> _What is needed_
The copy you print must match the listing exactly, with its pictures removed.

> _Exercise data_
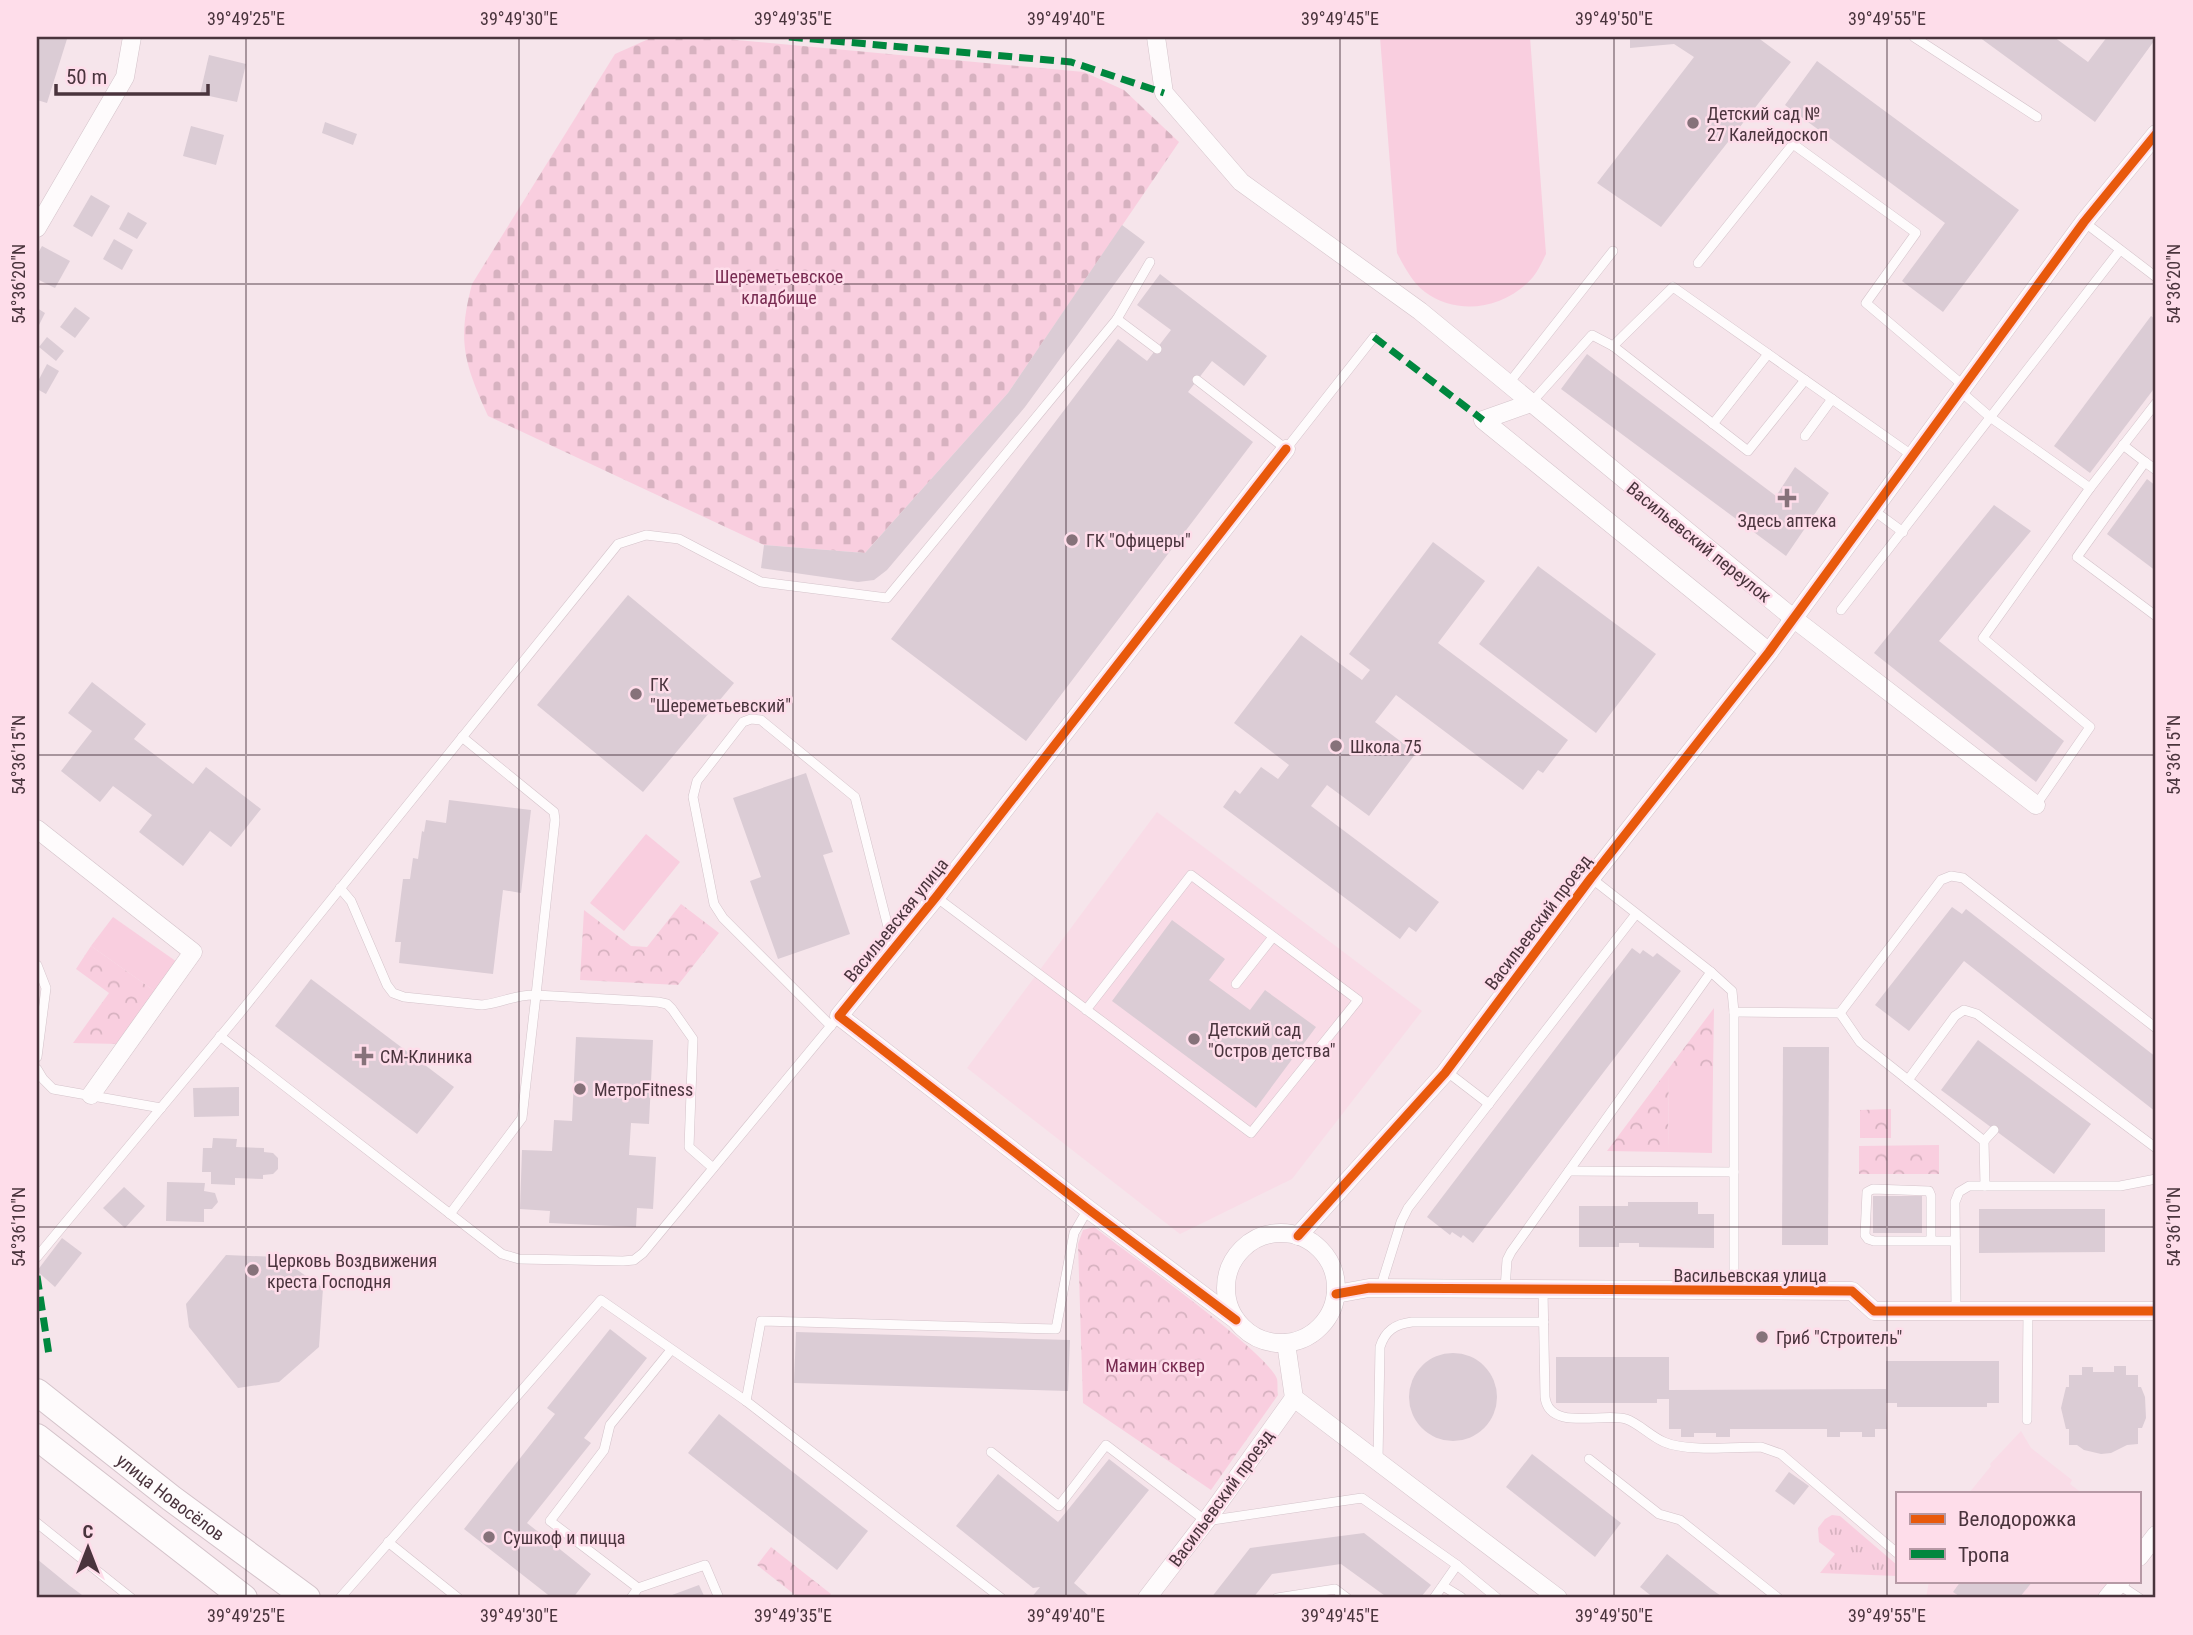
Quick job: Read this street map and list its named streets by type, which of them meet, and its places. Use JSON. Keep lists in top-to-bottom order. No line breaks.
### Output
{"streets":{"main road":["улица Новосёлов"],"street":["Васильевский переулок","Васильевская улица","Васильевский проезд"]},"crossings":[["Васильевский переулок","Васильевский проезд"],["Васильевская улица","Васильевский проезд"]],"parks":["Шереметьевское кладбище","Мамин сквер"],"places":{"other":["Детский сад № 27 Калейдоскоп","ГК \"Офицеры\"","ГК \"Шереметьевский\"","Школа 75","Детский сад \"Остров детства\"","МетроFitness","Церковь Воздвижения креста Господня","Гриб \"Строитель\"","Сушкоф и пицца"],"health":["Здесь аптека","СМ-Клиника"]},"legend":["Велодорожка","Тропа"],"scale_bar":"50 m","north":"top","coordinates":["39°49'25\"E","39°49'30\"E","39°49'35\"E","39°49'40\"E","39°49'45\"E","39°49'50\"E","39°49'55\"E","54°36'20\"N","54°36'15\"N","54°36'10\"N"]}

> _Solution below_
Quick job: Read this street map and list its named streets by type, which of them meet, and its places. Use JSON. Keep lists in top-to-bottom order. No line breaks.
### Output
{"streets":{"main road":["улица Новосёлов"],"street":["Васильевский переулок","Васильевская улица","Васильевский проезд"]},"crossings":[["Васильевский переулок","Васильевский проезд"],["Васильевская улица","Васильевский проезд"]],"parks":["Шереметьевское кладбище","Мамин сквер"],"places":{"other":["Детский сад № 27 Калейдоскоп","ГК \"Офицеры\"","ГК \"Шереметьевский\"","Школа 75","Детский сад \"Остров детства\"","МетроFitness","Церковь Воздвижения креста Господня","Гриб \"Строитель\"","Сушкоф и пицца"],"health":["Здесь аптека","СМ-Клиника"]},"legend":["Велодорожка","Тропа"],"scale_bar":"50 m","north":"top","coordinates":["39°49'25\"E","39°49'30\"E","39°49'35\"E","39°49'40\"E","39°49'45\"E","39°49'50\"E","39°49'55\"E","54°36'20\"N","54°36'15\"N","54°36'10\"N"]}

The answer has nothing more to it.